そう、あの日……一人の魔法使いが、突如、表の世界へ飛び出していくまでは。
「本当、久しいわね……アリス」
後ろに立つ気配に向けて、神綺はそう呟いた。
「神綺……さま」
「まったく、あなたも昔から心配ばかりかける子よね。
 どうなの?こっちでの暮らしは」
「あの……私、は、その」
「……何を恐れているのか知らないけれど。
 私は別にあなたが出て行ったことを怒ってはいないわよ?
 そりゃ、出て行ったと聞いたときはびっくりもしたけど。
 でも、あなたが決めたことなら、好きにすればいいと思ってるの。
 ……けどね、アリス」
「……?」
「たまには……魔界にも、顔を出しなさいな。
 ユキもマイも夢子も、みんな心配してるんだからね、あなたのことは」
「神綺……さま……」
「もう一度聞くわ。
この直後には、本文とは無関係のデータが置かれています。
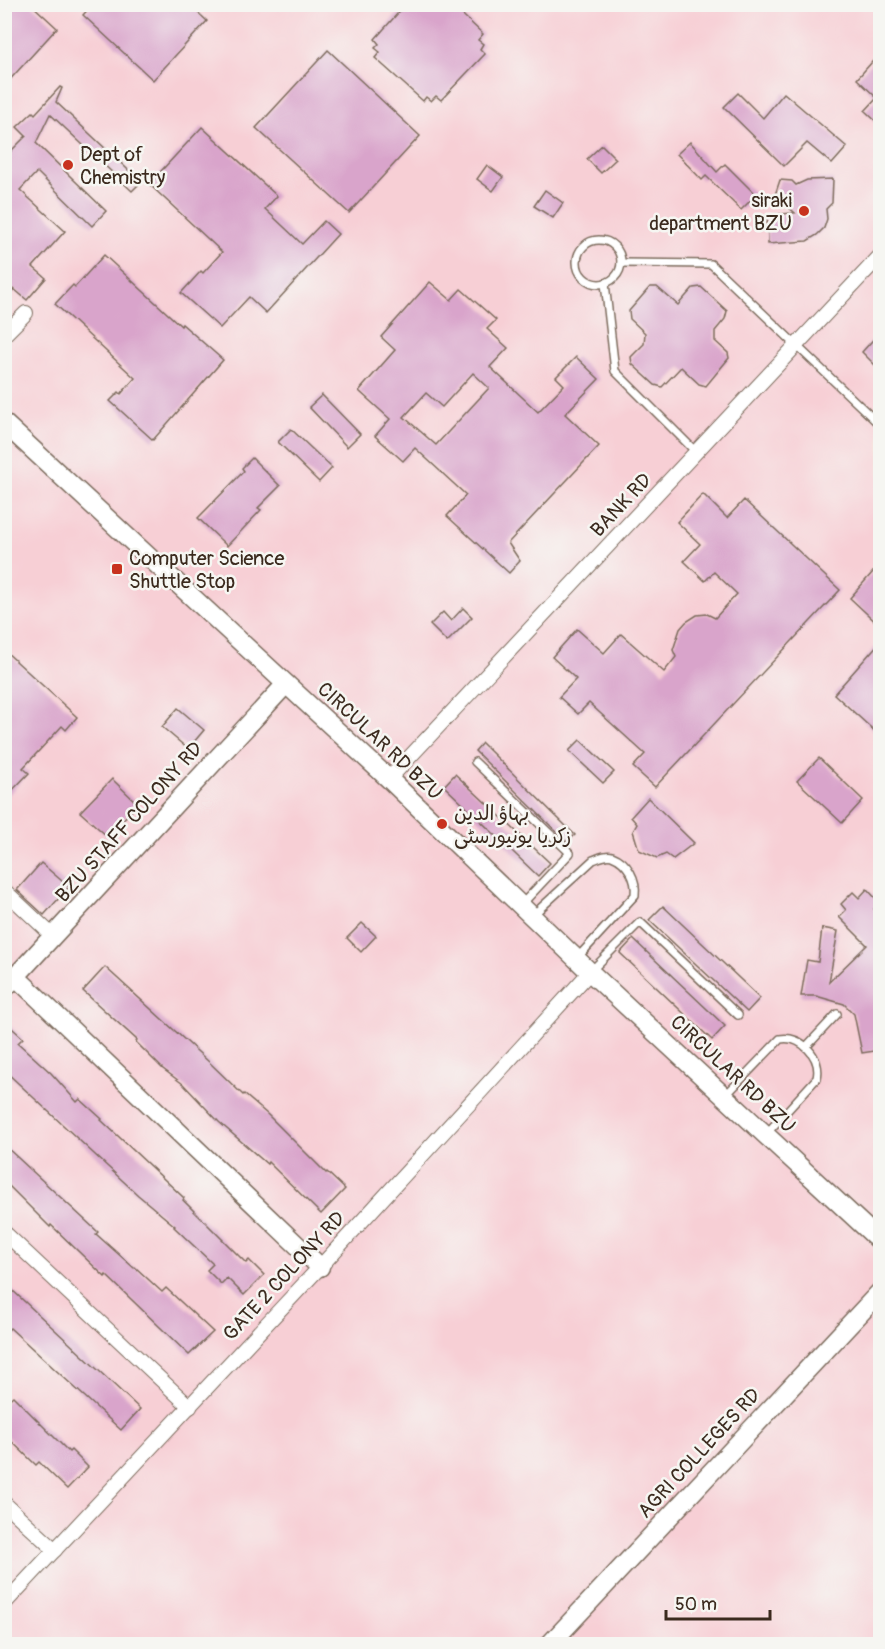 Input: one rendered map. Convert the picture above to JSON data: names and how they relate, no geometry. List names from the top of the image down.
{
  "streets": {
    "street": [
      "BANK RD",
      "CIRCULAR RD BZU",
      "BZU STAFF COLONY RD",
      "GATE 2 COLONY RD",
      "AGRI COLLEGES RD"
    ]
  },
  "crossings": [
    ["BANK RD", "CIRCULAR RD BZU"],
    ["CIRCULAR RD BZU", "BZU STAFF COLONY RD"],
    ["CIRCULAR RD BZU", "GATE 2 COLONY RD"]
  ],
  "places": {
    "other": ["Dept of Chemistry", "siraki department BZU", "بہاؤ الدین زکریا یونیورسٹی"],
    "transit": ["Computer Science Shuttle Stop"]
  },
  "scale_bar": "50 m"
} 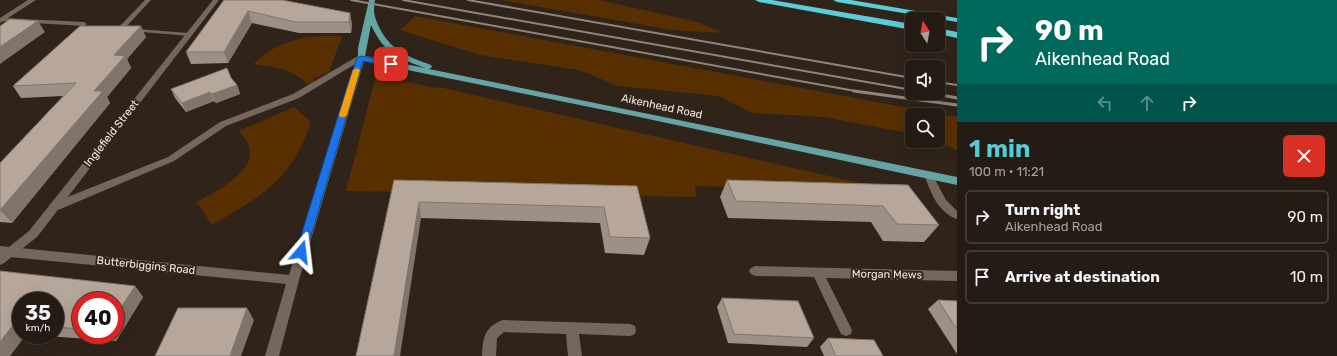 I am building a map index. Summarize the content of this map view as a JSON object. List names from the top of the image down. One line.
{"streets":{"main road":["Aikenhead Road"],"street":["Inglefield Street","Butterbiggins Road","Morgan Mews"]},"crossings":[["Inglefield Street","Butterbiggins Road"]],"north":"top","page":{"turn":["90 m","Aikenhead Road"],"heading":["1 min","100 m · 11:21"],"list":[{"name":"Turn right","note":"Aikenhead Road","value":"90 m"},{"name":"Arrive at destination","value":"10 m"}],"speed":"35 km/h","limit":"40"}} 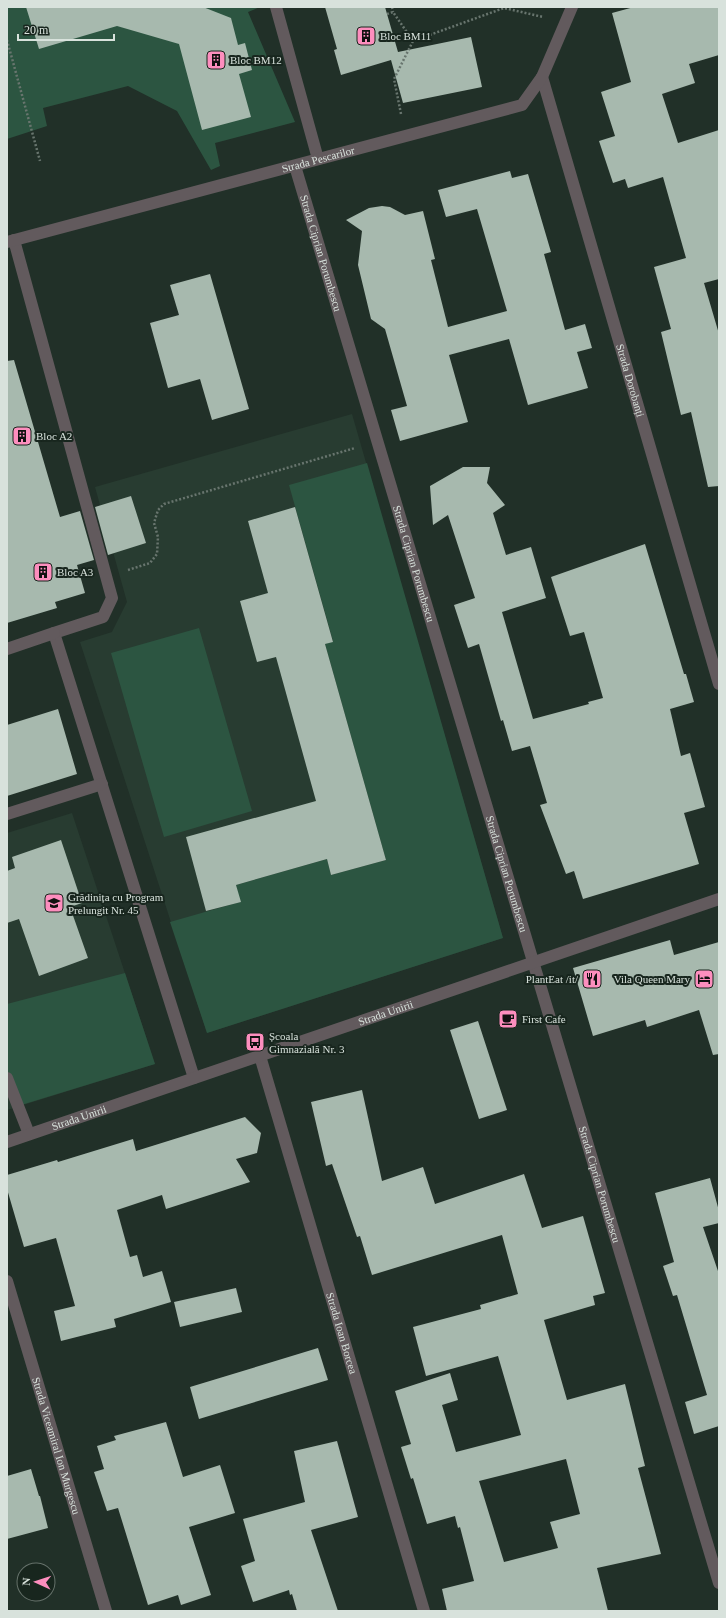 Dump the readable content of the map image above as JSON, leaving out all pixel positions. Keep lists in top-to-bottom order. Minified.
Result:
{"streets":{"street":["Strada Pescarilor","Strada Ciprian Porumbescu","Strada Dorobanți","Strada Unirii","Strada Ioan Borcea","Strada Viceamiral Ion Murgescu"]},"crossings":[["Strada Pescarilor","Strada Ciprian Porumbescu"],["Strada Pescarilor","Strada Dorobanți"],["Strada Ciprian Porumbescu","Strada Unirii"],["Strada Unirii","Strada Ioan Borcea"]],"places":{"building":["Bloc BM11","Bloc BM12","Bloc A2","Bloc A3"],"school or university":["Grădinița cu Program Prelungit Nr. 45"],"restaurant":["PlantEat /it/"],"hotel":["Vila Queen Mary"],"cafe":["First Cafe"],"bus stop":["Școala Gimnazială Nr. 3"]},"scale_bar":"20 m","north":"left"} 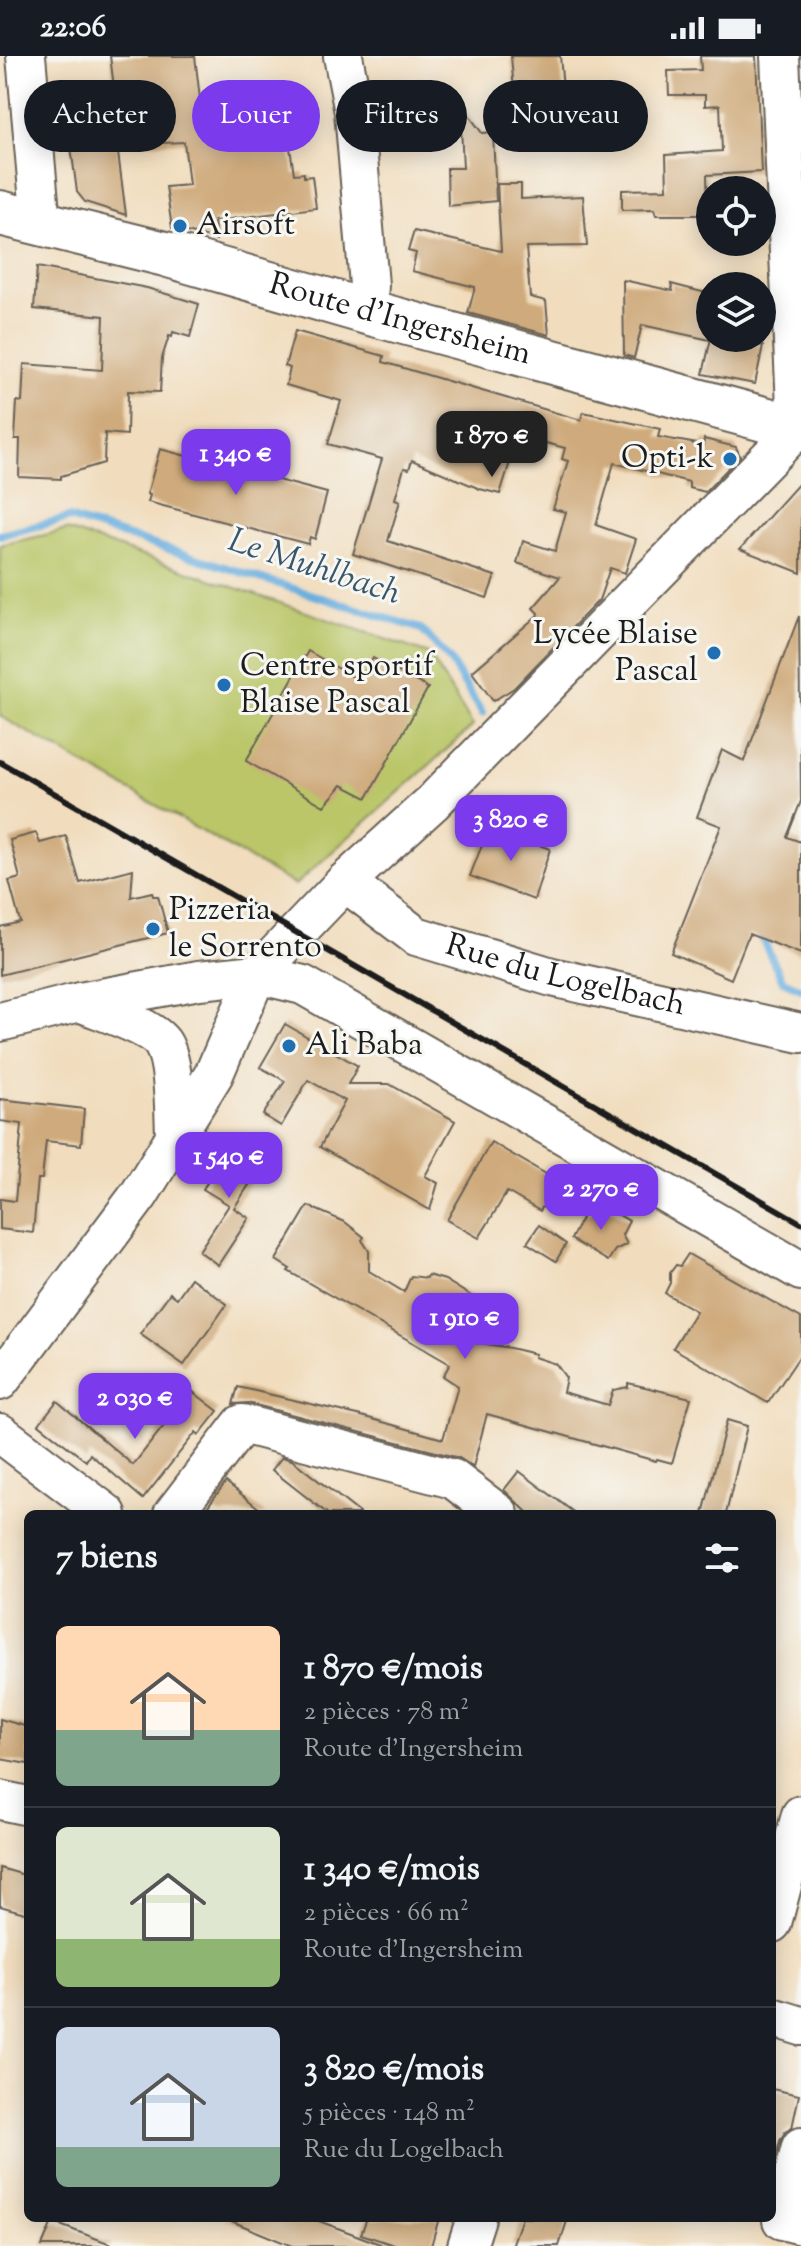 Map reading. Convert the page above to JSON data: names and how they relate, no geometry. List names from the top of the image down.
{
  "streets": {
    "main road": ["Route d'Ingersheim"],
    "street": ["Rue du Logelbach"]
  },
  "water": ["Le Muhlbach"],
  "places": [
    "Airsoft",
    "Opti-k",
    "Lycée Blaise Pascal",
    "Centre sportif Blaise Pascal",
    "Pizzeria le Sorrento",
    "Ali Baba"
  ],
  "page": {
    "status": "22:06",
    "chip": [
      "Acheter",
      "Louer",
      "Filtres",
      "Nouveau"
    ],
    "price": [
      "1 870 €",
      "1 340 €",
      "3 820 €",
      "1 540 €",
      "2 270 €",
      "1 910 €",
      "2 030 €"
    ],
    "heading": "7 biens",
    "list": [
      {
        "name": "1 870 €/mois",
        "note": "2 pièces · 78 m² · Route d'Ingersheim"
      },
      {
        "name": "1 340 €/mois",
        "note": "2 pièces · 66 m² · Route d'Ingersheim"
      },
      {
        "name": "3 820 €/mois",
        "note": "5 pièces · 148 m² · Rue du Logelbach"
      }
    ]
  }
}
こっちでの暮らしは、順調なの?」
「……えぇ。いろいろ騒がしいですけど、楽しく、やっています」
「……そう。それなら、いいの。
 さて、私はそろそろ行くわね。たまには魔界の神として、存在感を示してこないと」
「あの」
「……何かしら?」
「ご武運を、お祈りしています……神綺さま」
「……ありがとう」
背を向けたままでそう答え、神綺はゆっくりステージへと歩を進めていった。
残されたアリスも、身を翻し、観客席へ向けて歩き始めた。
この大会が終わったら、1度帰ってみるのもいいかもしれない。そう思いながら。